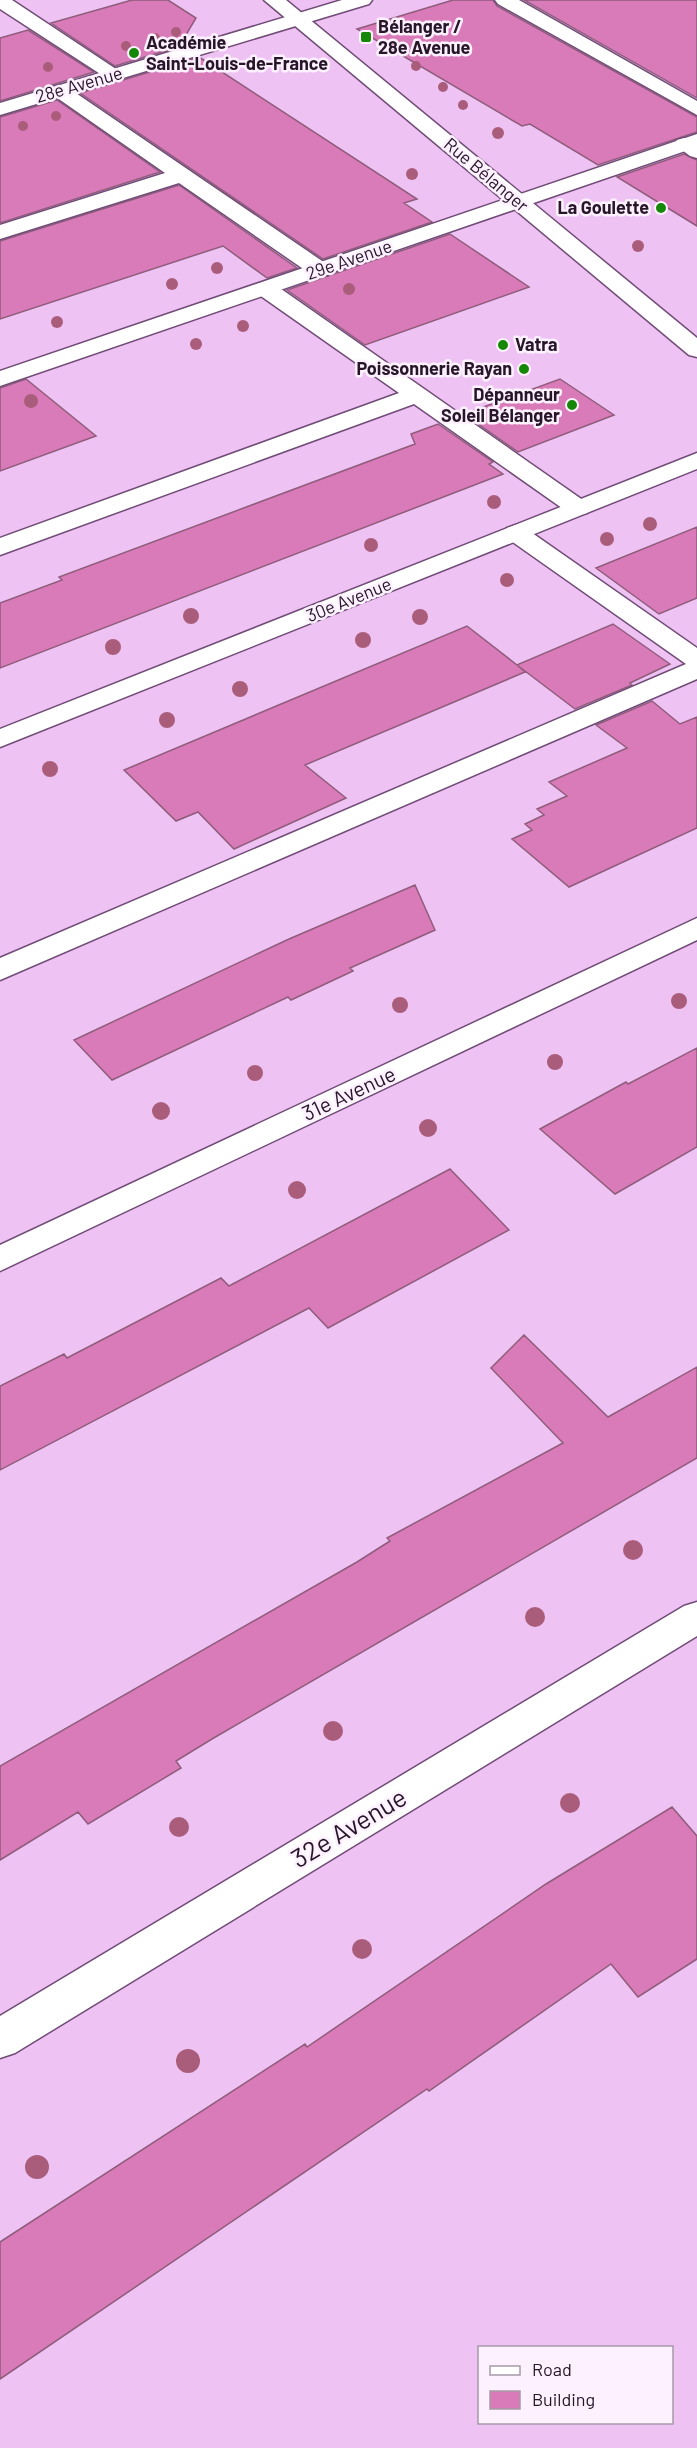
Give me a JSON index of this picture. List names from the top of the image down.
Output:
{
  "streets": {
    "street": [
      "28e Avenue",
      "Rue Bélanger",
      "29e Avenue",
      "30e Avenue",
      "31e Avenue",
      "32e Avenue"
    ]
  },
  "crossings": [
    ["28e Avenue", "Rue Bélanger"],
    ["Rue Bélanger", "29e Avenue"]
  ],
  "places": {
    "transit": ["Bélanger / 28e Avenue"],
    "other": [
      "Académie Saint-Louis-de-France",
      "La Goulette",
      "Vatra",
      "Poissonnerie Rayan",
      "Dépanneur Soleil Bélanger"
    ]
  },
  "legend": ["Road", "Building"]
}
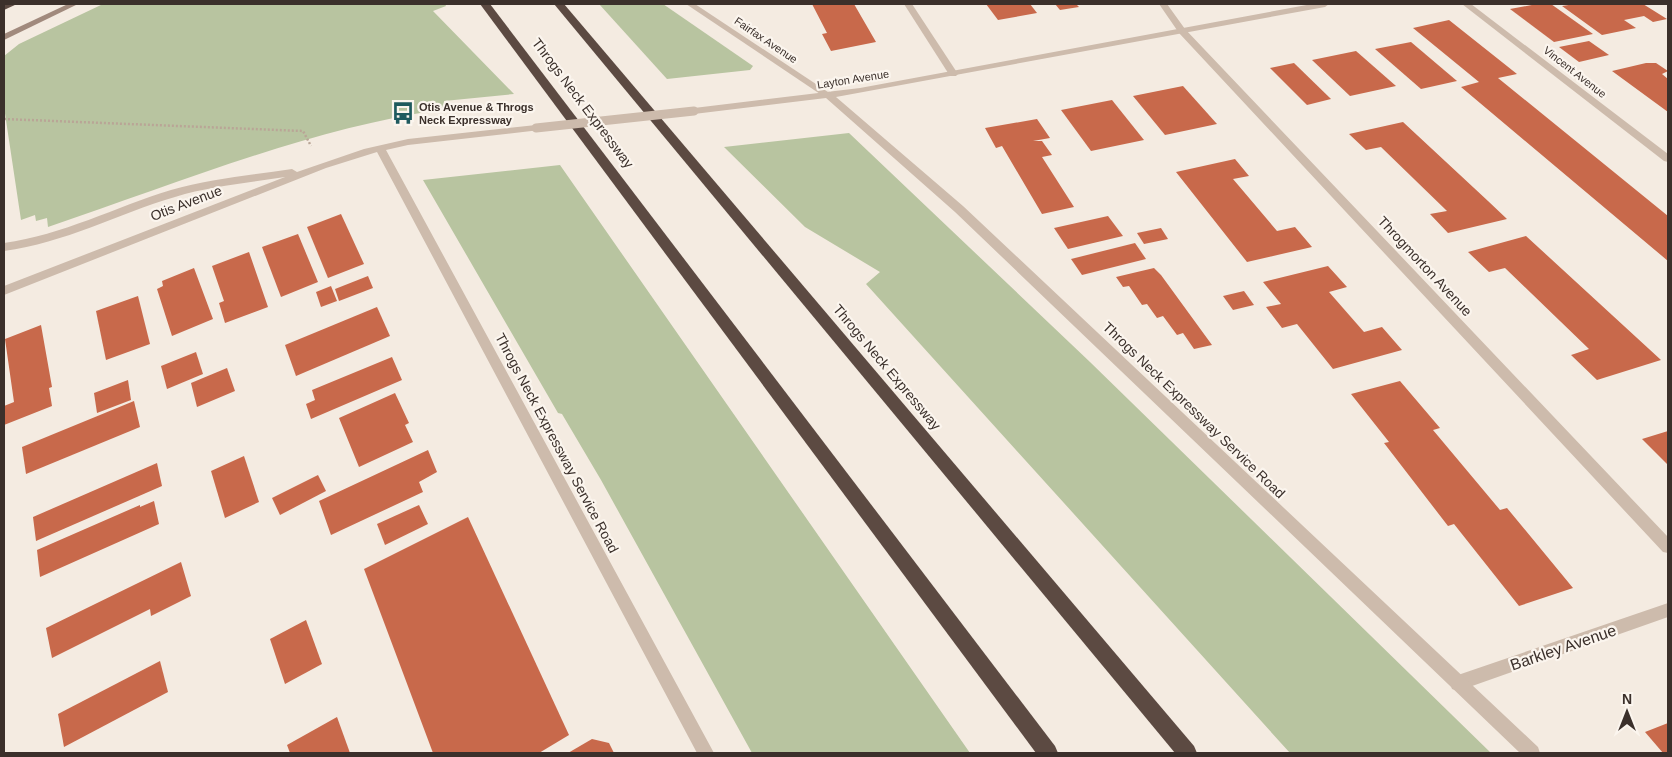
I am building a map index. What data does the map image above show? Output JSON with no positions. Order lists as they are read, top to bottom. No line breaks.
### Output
{"streets":{"highway":["Throgs Neck Expressway"],"street":["Fairfax Avenue","Vincent Avenue","Layton Avenue","Otis Avenue","Throgmorton Avenue","Throgs Neck Expressway Service Road","Barkley Avenue"]},"crossings":[["Fairfax Avenue","Layton Avenue"],["Fairfax Avenue","Throgs Neck Expressway Service Road"],["Layton Avenue","Otis Avenue"],["Layton Avenue","Throgmorton Avenue"],["Layton Avenue","Throgs Neck Expressway Service Road"],["Otis Avenue","Throgs Neck Expressway Service Road"],["Throgs Neck Expressway Service Road","Barkley Avenue"]],"places":{"bus stop":["Otis Avenue & Throgs Neck Expressway"]},"north":"top"}
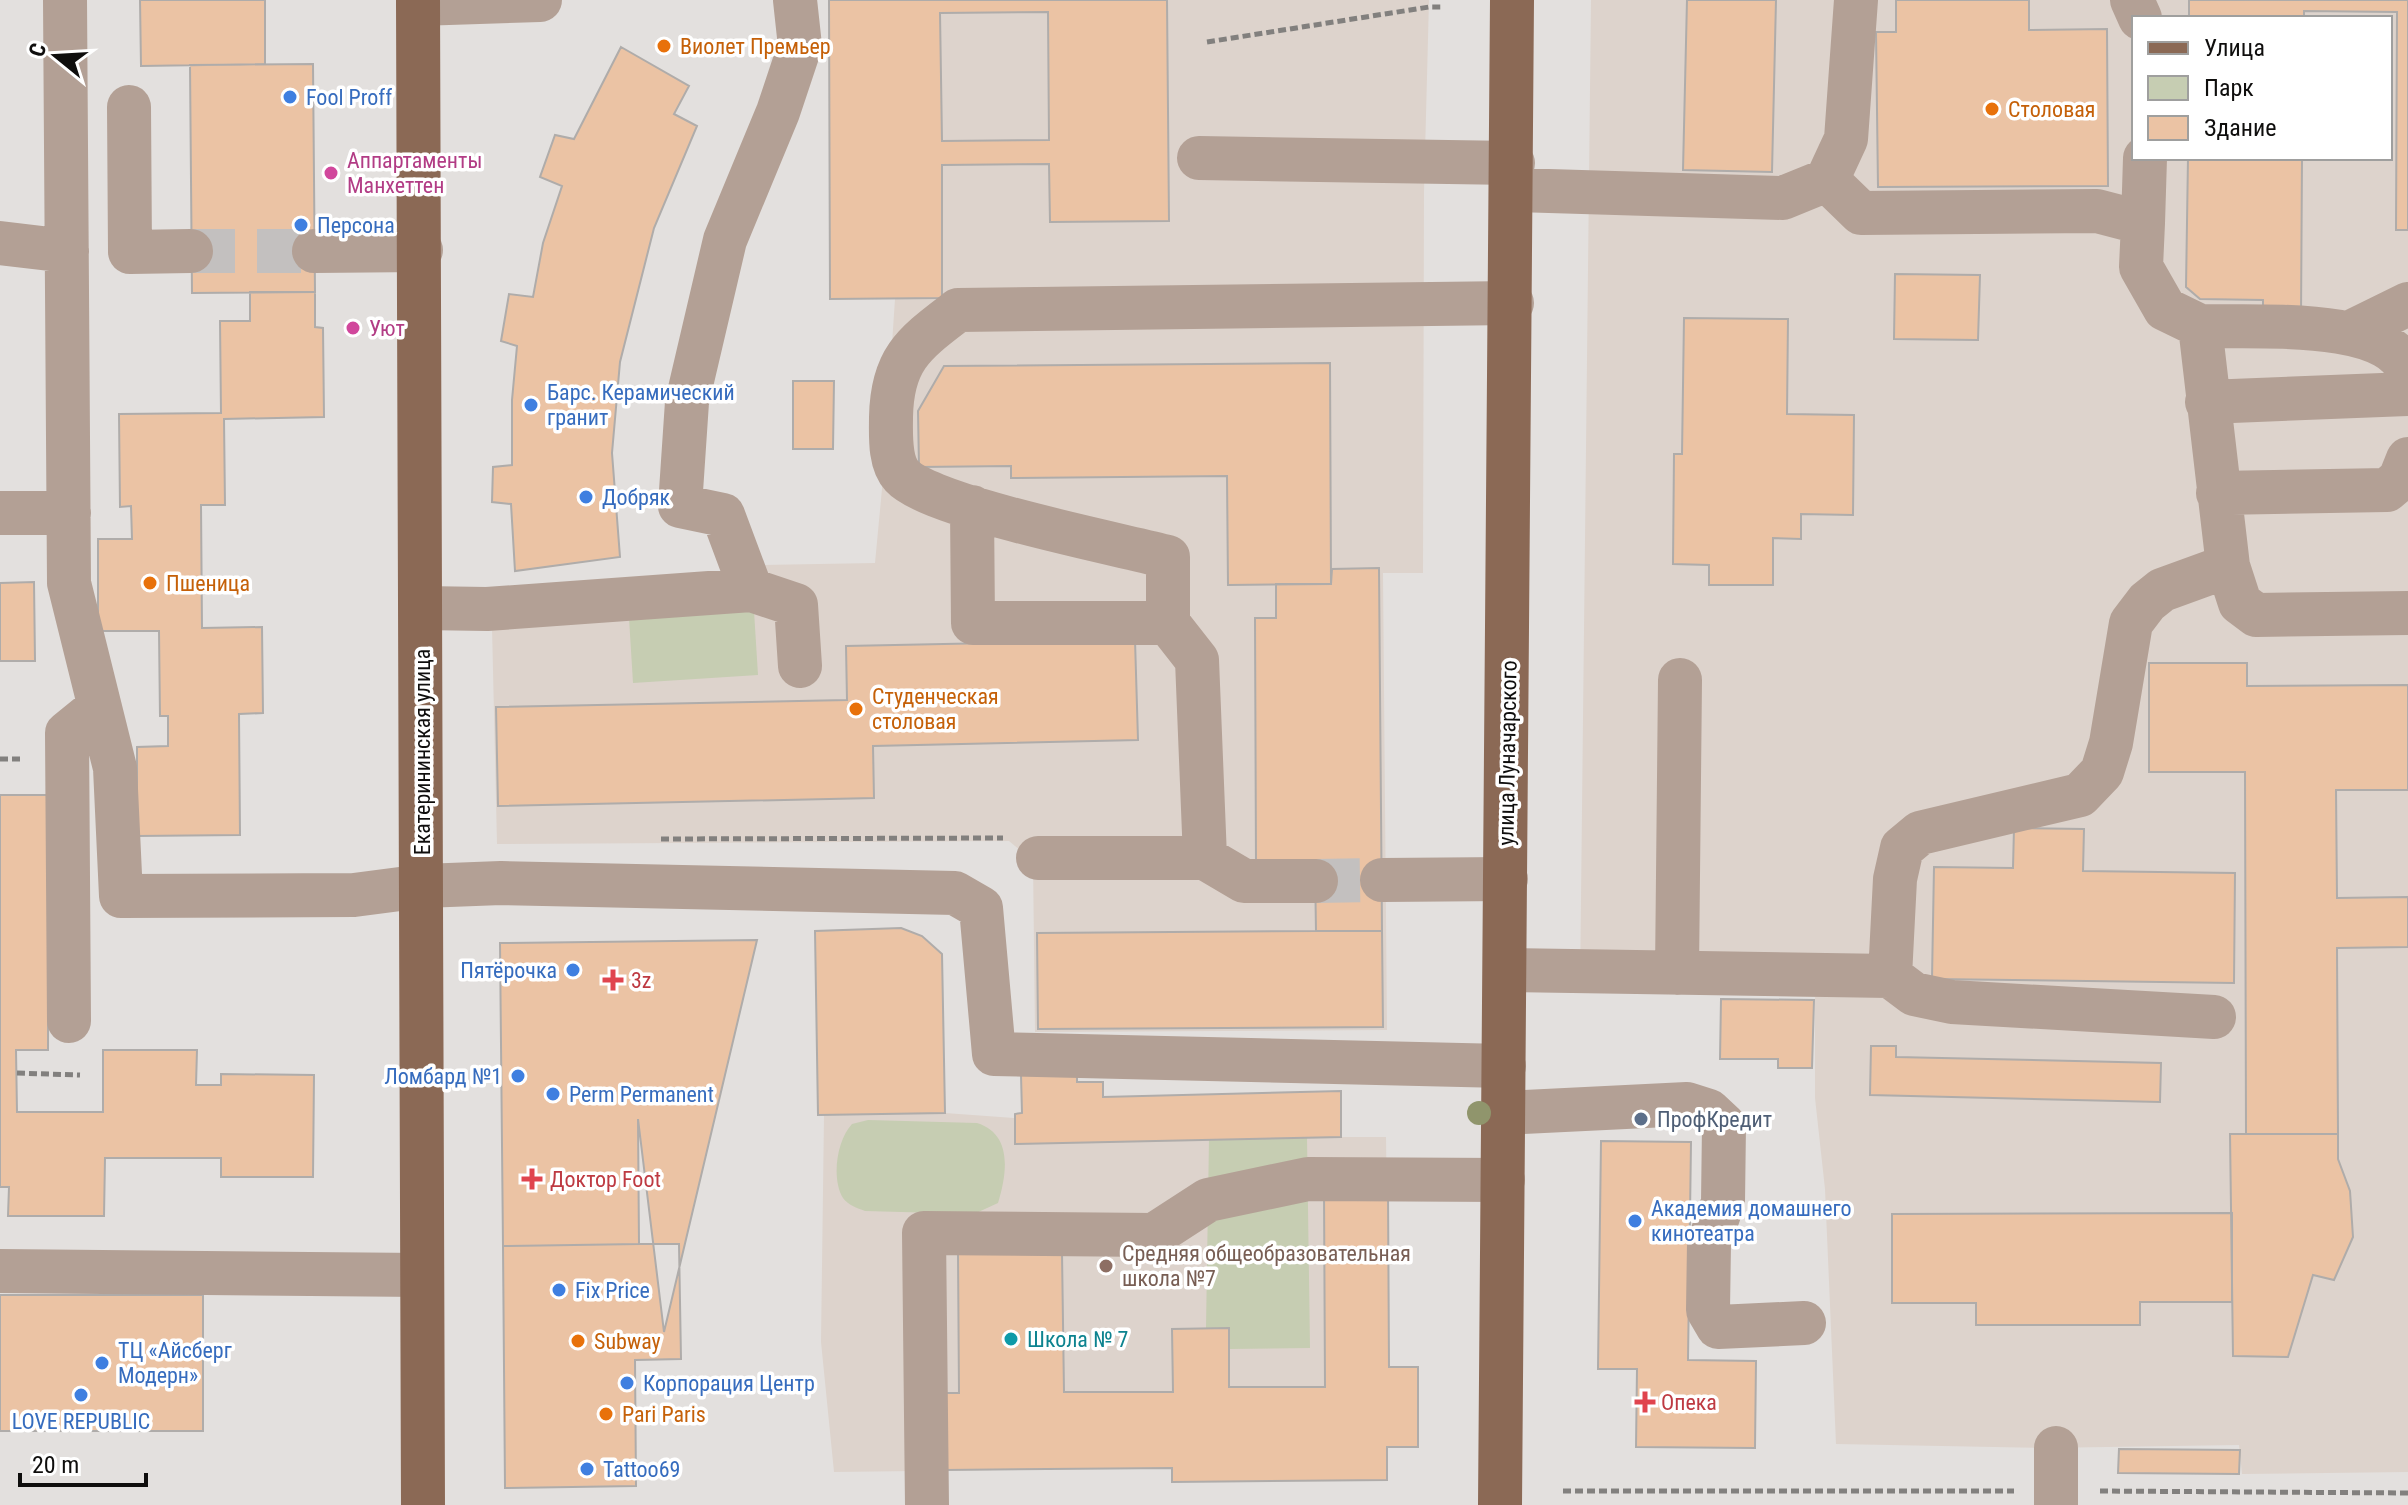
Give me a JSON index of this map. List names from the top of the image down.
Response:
{
  "streets": {
    "main road": ["Екатерининская улица", "улица Луначарского"]
  },
  "places": {
    "other": [
      "Виолет Премьер",
      "Fool Proff",
      "Стoловая",
      "Аппартаменты Манхеттен",
      "Персона",
      "Уют",
      "Барс. Керамический гранит",
      "Добряк",
      "Пшеница",
      "Студенческая столовая",
      "Пятёрочка",
      "Ломбард №1",
      "Perm Permanent",
      "ПрофКредит",
      "Академия домашнего кинотеатра",
      "Средняя общеобразовательная школа №7",
      "Fix Price",
      "Школа № 7",
      "Subway",
      "ТЦ «Айсберг Модерн»",
      "Корпорация Центр",
      "LOVE REPUBLIC",
      "Pari Paris",
      "Tattoo69"
    ],
    "health": ["3z", "Доктор Foot", "Опека"]
  },
  "legend": ["Улица", "Парк", "Здание"],
  "scale_bar": "20 m",
  "north": "left"
}
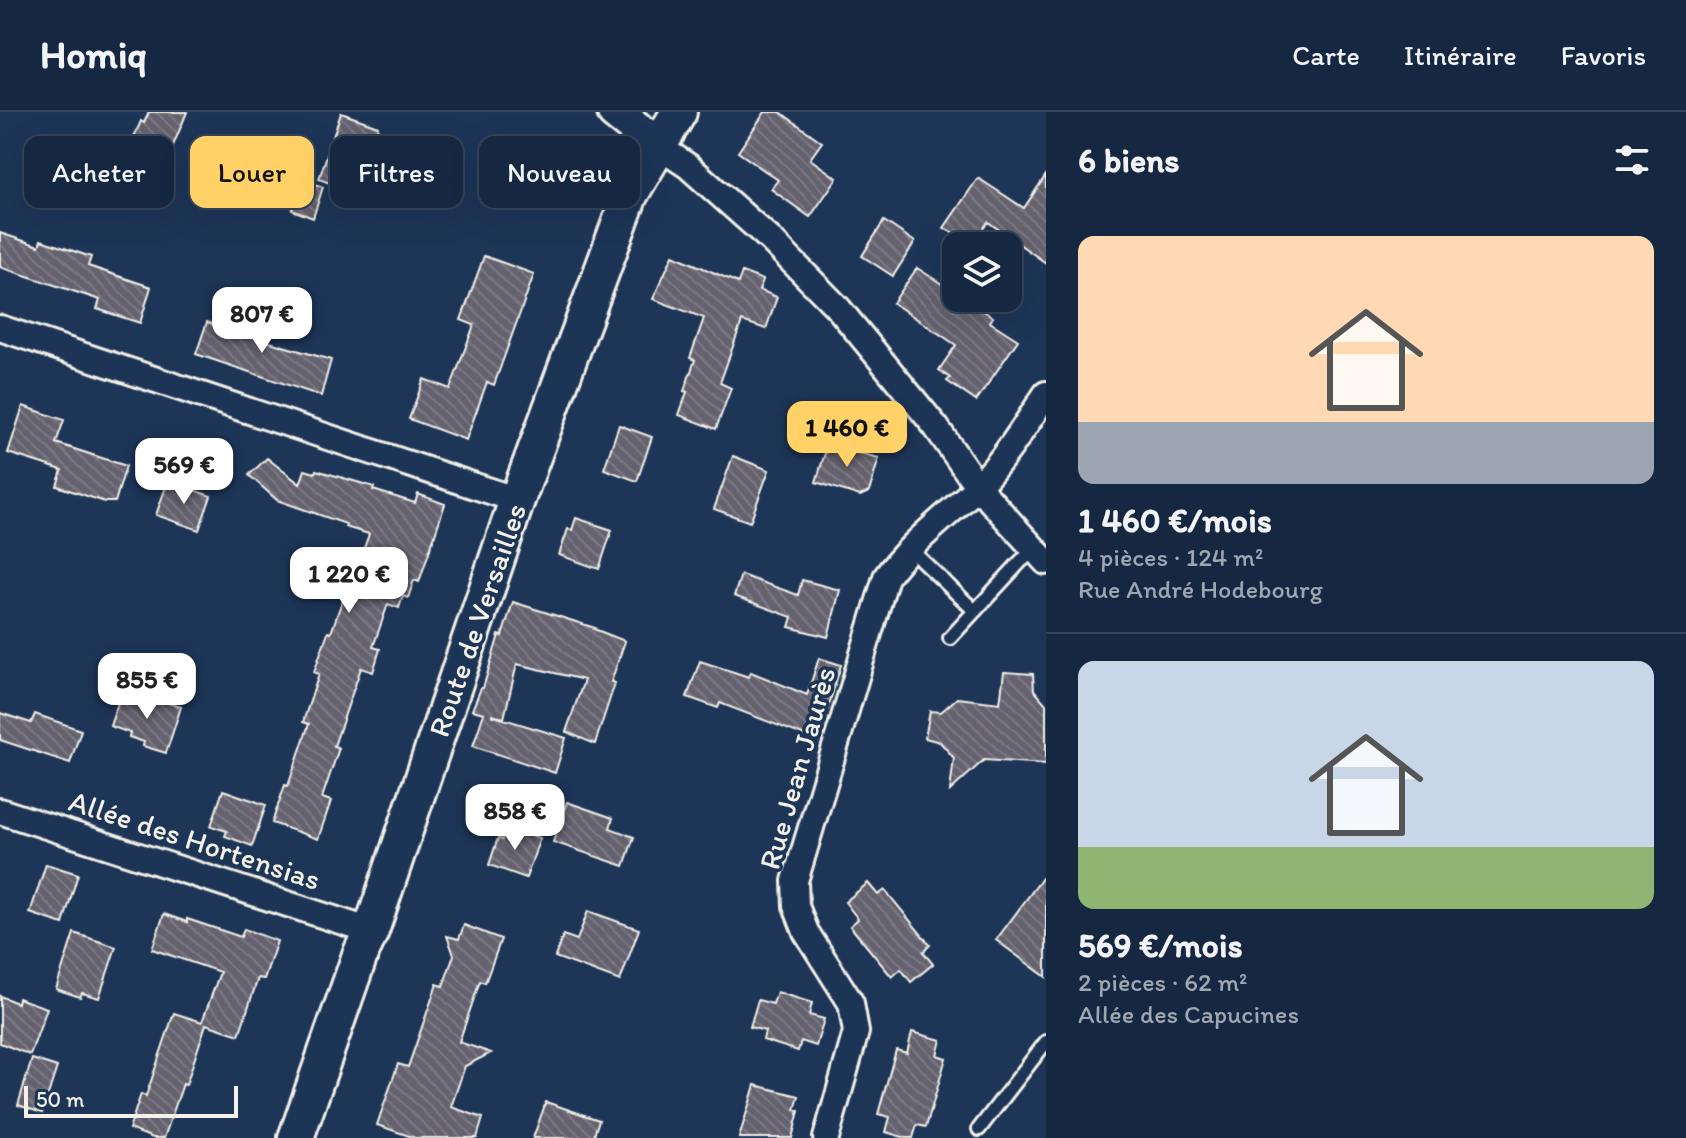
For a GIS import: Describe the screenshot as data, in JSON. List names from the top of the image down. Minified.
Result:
{"streets":{"main road":["Route de Versailles"],"street":["Rue Jean Jaurès","Allée des Hortensias"]},"crossings":[["Route de Versailles","Allée des Hortensias"]],"scale_bar":"50 m","page":{"header":"Homiq","nav":["Carte","Itinéraire","Favoris"],"heading":"6 biens","chip":["Acheter","Louer","Filtres","Nouveau"],"list":[{"name":"1 460 €/mois","note":"4 pièces · 124 m² · Rue André Hodebourg"},{"name":"569 €/mois","note":"2 pièces · 62 m² · Allée des Capucines"}],"price":["807 €","1 460 €","569 €","1 220 €","855 €","858 €"],"scale":"50 m"}}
--
Your goal: Working from the entries above, find every line in which the word "data" occurs and copy it.

Task result:
I am building a map index. What data does the map image above show? Output JSON with no positions. Order lists as they are read, top to bottom. No line breaks.
For a GIS import: Describe the screenshot as data, in JSON. List names from the top of the image down. Minified.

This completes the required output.